BRIEF: Find and copy every line in the records that includes the string "controls".

[Stored items]
++++

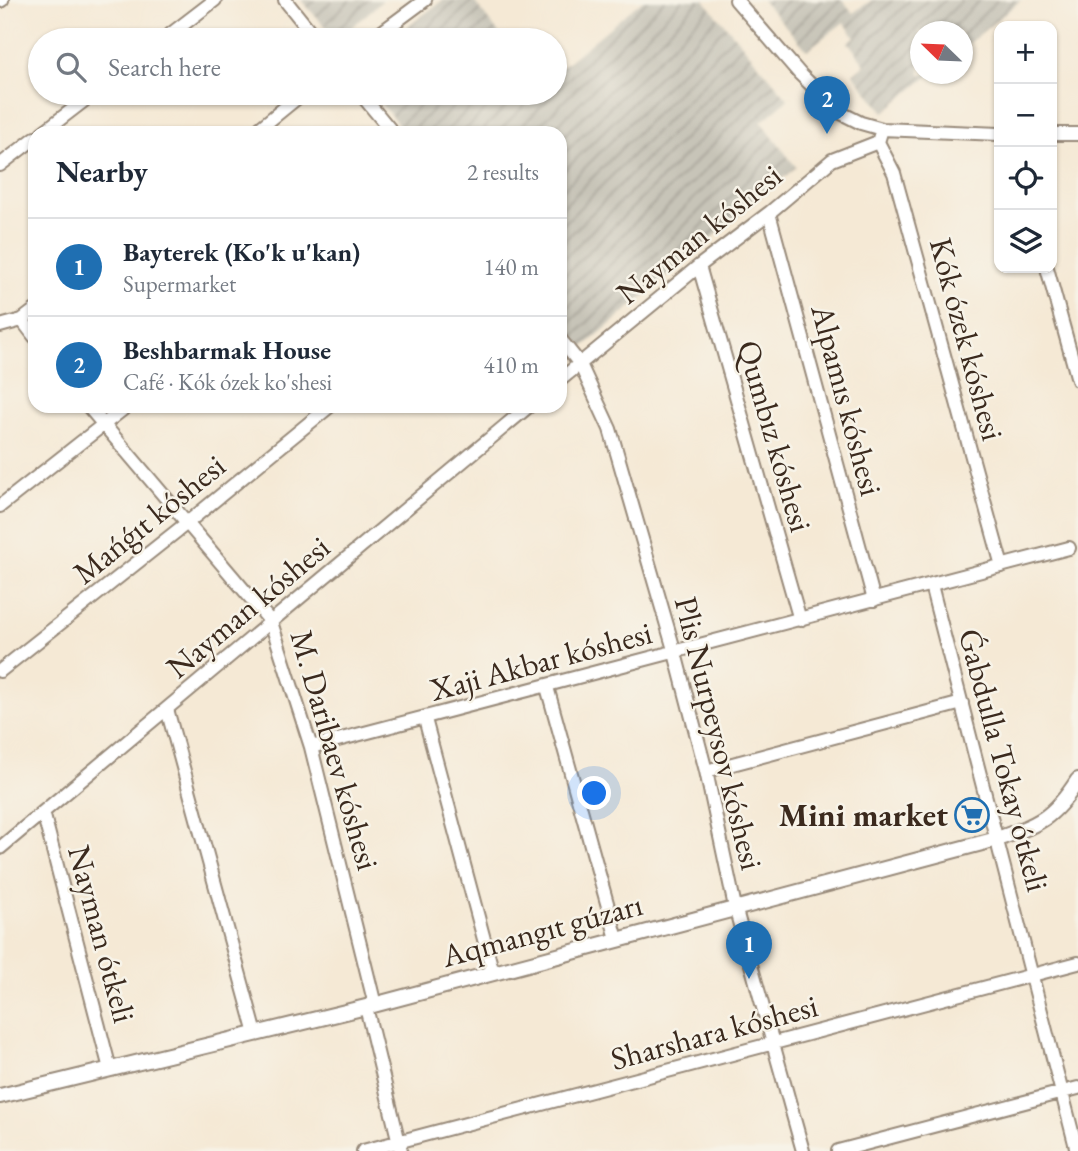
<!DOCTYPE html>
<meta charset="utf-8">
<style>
:root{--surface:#fff;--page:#f2f2f3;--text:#1f2937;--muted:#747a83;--line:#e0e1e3;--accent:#1f6fb2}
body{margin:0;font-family:"EB Garamond",serif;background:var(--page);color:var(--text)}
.controls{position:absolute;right:21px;top:21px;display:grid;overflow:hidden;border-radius:14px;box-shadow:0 2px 5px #0004}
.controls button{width:63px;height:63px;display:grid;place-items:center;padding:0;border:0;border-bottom:2px solid var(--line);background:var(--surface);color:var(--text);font:35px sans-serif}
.compass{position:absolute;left:910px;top:21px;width:63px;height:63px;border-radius:50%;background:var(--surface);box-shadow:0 2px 5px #0004;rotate:293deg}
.you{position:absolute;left:595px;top:794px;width:24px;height:24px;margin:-18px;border:5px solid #fff;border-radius:50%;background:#1a73e8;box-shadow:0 0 0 10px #1a73e833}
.badge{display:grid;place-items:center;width:46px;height:46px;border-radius:50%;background:var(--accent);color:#fff;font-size:23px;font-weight:700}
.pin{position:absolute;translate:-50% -58px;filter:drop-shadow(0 2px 4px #0008)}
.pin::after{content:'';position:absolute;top:37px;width:24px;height:21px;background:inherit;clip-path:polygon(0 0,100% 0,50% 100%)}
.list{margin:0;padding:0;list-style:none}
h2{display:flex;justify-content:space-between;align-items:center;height:91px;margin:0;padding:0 28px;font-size:30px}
h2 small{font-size:23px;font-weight:400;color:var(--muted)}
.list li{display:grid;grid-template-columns:46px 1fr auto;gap:21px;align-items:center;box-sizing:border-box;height:98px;padding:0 28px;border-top:2px solid var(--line)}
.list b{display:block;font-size:26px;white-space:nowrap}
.list p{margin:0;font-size:23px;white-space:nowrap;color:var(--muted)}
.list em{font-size:23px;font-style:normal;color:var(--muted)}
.icon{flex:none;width:38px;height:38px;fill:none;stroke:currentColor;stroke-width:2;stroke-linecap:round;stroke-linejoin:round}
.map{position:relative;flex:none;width:1078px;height:1151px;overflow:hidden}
.search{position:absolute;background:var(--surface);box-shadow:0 2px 5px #0004;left:28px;top:28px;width:539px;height:77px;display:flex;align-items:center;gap:18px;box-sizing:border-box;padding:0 24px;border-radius:38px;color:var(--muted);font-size:26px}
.panel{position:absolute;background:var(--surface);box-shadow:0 2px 5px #0004;left:28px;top:126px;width:539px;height:287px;border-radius:21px}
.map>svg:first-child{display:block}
</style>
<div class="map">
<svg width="1078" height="1151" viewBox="0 0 1078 1151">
<defs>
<pattern id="industrial-furrows" width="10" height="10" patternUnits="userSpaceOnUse" patternTransform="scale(1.75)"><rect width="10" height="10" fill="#c7c4b8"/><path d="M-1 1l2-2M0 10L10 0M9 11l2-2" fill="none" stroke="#a39f95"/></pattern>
</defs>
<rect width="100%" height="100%" fill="#f7f3e8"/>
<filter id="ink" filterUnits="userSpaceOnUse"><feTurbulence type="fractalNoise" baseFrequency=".0143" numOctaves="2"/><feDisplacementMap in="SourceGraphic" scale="14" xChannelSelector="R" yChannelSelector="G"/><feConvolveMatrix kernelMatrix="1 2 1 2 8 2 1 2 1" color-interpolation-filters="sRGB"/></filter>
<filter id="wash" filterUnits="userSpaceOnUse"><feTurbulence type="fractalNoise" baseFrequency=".00686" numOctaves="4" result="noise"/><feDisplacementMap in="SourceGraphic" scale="28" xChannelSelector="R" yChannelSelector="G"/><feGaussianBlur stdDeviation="1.57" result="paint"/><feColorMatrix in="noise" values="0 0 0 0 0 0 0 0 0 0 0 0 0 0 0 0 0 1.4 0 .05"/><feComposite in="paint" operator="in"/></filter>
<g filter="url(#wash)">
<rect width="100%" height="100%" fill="#f5e9d5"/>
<path fill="url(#industrial-furrows)" d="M 301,0 L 383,0 L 337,40 Z
M 443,0 L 473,0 L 504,40 L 391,40 Z
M 643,0 L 704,0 L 788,99 L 761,122 L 796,167 L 582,348 L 560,322 L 560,133 L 405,133 L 373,93 L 555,93 L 555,73 Z
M 762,0 L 843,0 L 853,13 L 872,0 L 1021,0 L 963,48 L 962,32 L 920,32 L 920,74 L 931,74 L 884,112 L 853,74 L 865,64 L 848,42 L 855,37 L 844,22 L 807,50 Z"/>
</g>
<g filter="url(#ink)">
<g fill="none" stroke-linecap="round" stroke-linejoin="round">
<g stroke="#988a7a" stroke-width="16">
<path id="minor" d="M 285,0 L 317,40
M 736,0 L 800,74 L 839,112 L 861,123 L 882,129 L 999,134
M 0,1 L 2,0
M 163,40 L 215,0
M 371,40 L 425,0
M 360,93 L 393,133
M 882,129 L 878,142 L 894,173 L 1002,566
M 42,133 L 94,93
M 254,133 L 303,93
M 1052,134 L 1078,134
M 0,165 L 35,138
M 769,213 L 874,600
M 699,266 L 800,620
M 1047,268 L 1078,380
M 22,320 L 35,337
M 0,326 L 22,320 L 35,310
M 560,339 L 580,364 L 610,429 L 675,653 L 706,771 L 735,907 L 803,1151
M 560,380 L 699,266 L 769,213 L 832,160 L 878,142
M 88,406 L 271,622 L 311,747 L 375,1005
M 0,506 L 127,406
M 931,585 L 1077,1151
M 0,671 L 187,523 L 330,406
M 547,687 L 617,939
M 167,709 L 256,1034
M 425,719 L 493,973
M 311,747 L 1069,548
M 706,771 L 962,703
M 43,812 L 110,1069
M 0,848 L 529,406
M 366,1007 L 401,1151
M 363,1151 L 1078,963
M 838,1151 L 1078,1088"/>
</g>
<g stroke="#988a7a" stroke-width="18">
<path id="tertiary" d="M 0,1096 L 366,1007 L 997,839 C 1039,824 1053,819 1078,780"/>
</g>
<use href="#minor" stroke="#fff" stroke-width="12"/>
<use href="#tertiary" stroke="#fff" stroke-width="14"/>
</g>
</g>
<defs>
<g id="supermarket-ring" transform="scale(1.75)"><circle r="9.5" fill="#f7f3e8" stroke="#1f6fb2" stroke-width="1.5"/><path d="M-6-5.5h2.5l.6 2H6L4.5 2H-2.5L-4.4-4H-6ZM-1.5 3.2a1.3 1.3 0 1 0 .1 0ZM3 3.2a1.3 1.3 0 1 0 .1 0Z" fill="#1f6fb2"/></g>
</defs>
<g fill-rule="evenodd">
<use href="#supermarket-ring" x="972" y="815"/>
</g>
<g text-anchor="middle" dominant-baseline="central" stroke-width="5" stroke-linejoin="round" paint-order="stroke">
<g font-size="32" fill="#3b2a1e" stroke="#f7f3e8">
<text transform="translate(699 234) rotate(-39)">Nayman kóshesi</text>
<text transform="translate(967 339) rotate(75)">Kók ózek kóshesi</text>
<text transform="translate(847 400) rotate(75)">Alpamıs kóshesi</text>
<text transform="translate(775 436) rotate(74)">Qumbız kóshesi</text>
<text transform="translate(149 519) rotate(-39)">Mańǵıt kóshesi</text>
<text transform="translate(248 607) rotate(-40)">Nayman kóshesi</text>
<text transform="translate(541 661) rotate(-15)">Xaji Akbar kóshesi</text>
<text transform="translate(719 733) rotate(76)">Plis Nurpeysov kóshesi</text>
<text transform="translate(335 750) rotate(74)">M. Daribaev kóshesi</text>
<text transform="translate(1004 760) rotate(75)">Ǵabdulla Tokay ótkeli</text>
<text transform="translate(542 930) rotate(-15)">Aqmangıt gúzarı</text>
<text transform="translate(102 934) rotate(75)">Nayman ótkeli</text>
<text transform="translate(714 1032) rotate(-15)">Sharshara kóshesi</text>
</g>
<g font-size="32" font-weight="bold" fill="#3b2a1e" stroke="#f7f3e8" text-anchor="end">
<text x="948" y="815">Mini market</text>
</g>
</g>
</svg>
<div class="controls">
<button>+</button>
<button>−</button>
<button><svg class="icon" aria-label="locate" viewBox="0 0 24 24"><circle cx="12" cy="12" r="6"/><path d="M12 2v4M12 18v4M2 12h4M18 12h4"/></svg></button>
<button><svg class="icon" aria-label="layers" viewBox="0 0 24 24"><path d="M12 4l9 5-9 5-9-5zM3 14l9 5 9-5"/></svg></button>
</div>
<svg class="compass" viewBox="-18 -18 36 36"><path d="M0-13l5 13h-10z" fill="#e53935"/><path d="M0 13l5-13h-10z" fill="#747a83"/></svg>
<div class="you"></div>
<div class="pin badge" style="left:749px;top:979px">1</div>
<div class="pin badge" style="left:827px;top:134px">2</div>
<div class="search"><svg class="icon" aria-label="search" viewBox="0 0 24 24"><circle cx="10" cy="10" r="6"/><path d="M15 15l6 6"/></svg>Search here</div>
<section class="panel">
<h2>Nearby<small>2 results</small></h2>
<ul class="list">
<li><span class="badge">1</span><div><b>Bayterek (Ko'k u'kan)</b><p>Supermarket</p></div><em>140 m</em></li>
<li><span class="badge">2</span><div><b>Beshbarmak House</b><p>Café · Kók ózek ko'shesi</p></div><em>410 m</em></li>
</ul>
</section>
</div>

++++

YOUR SOLUTION:
.controls{position:absolute;right:21px;top:21px;display:grid;overflow:hidden;border-radius:14px;box-shadow:0 2px 5px #0004}
.controls button{width:63px;height:63px;display:grid;place-items:center;padding:0;border:0;border-bottom:2px solid var(--line);background:var(--surface);color:var(--text);font:35px sans-serif}
<div class="controls">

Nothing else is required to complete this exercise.